----- RECORDS -----

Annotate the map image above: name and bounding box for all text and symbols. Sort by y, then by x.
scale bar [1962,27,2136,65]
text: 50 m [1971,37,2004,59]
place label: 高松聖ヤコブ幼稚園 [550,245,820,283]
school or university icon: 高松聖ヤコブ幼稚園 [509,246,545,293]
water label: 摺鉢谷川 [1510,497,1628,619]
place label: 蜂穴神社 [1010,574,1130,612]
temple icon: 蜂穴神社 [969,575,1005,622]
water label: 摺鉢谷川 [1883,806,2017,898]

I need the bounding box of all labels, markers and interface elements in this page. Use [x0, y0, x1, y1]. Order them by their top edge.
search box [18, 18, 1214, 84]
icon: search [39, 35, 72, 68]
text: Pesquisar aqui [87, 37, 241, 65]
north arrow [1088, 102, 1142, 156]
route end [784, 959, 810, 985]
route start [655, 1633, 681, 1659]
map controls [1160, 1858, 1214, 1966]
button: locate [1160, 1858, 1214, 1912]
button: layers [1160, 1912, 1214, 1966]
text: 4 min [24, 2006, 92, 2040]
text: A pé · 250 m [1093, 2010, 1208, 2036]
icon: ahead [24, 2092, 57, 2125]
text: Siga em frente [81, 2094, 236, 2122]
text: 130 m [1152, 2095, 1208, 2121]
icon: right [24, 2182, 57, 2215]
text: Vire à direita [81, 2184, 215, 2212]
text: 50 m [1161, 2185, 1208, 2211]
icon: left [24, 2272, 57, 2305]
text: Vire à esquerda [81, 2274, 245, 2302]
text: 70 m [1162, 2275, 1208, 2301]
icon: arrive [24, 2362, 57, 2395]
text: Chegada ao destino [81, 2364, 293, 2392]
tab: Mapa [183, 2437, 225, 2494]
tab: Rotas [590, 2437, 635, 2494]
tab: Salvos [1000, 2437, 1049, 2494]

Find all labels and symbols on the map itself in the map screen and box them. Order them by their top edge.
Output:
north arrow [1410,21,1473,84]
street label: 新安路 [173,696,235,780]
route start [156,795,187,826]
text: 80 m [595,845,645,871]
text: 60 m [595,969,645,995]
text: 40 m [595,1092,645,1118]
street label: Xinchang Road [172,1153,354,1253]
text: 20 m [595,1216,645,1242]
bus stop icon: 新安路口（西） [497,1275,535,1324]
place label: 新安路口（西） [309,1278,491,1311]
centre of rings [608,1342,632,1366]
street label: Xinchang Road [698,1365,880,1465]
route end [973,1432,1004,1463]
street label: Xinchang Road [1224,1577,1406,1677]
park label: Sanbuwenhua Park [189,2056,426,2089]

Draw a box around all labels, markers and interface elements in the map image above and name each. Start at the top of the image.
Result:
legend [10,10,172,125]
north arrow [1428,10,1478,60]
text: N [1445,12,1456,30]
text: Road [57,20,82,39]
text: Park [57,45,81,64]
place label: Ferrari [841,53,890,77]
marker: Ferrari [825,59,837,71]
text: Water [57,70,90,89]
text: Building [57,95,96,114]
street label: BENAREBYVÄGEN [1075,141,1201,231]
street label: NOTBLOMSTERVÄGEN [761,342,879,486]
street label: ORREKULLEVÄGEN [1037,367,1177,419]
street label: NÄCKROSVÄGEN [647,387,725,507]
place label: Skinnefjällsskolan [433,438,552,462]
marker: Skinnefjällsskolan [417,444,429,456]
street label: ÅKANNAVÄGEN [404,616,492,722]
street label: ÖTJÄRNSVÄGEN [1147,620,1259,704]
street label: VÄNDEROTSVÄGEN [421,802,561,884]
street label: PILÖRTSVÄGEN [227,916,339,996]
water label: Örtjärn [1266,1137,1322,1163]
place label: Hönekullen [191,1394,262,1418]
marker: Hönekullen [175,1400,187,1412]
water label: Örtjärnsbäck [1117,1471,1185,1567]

-----

* REQUIRED ACTION:
Going line by line through the data, tally each one that includes the string "Vire", and answer with the tally only.

* ANSWER AREA:
2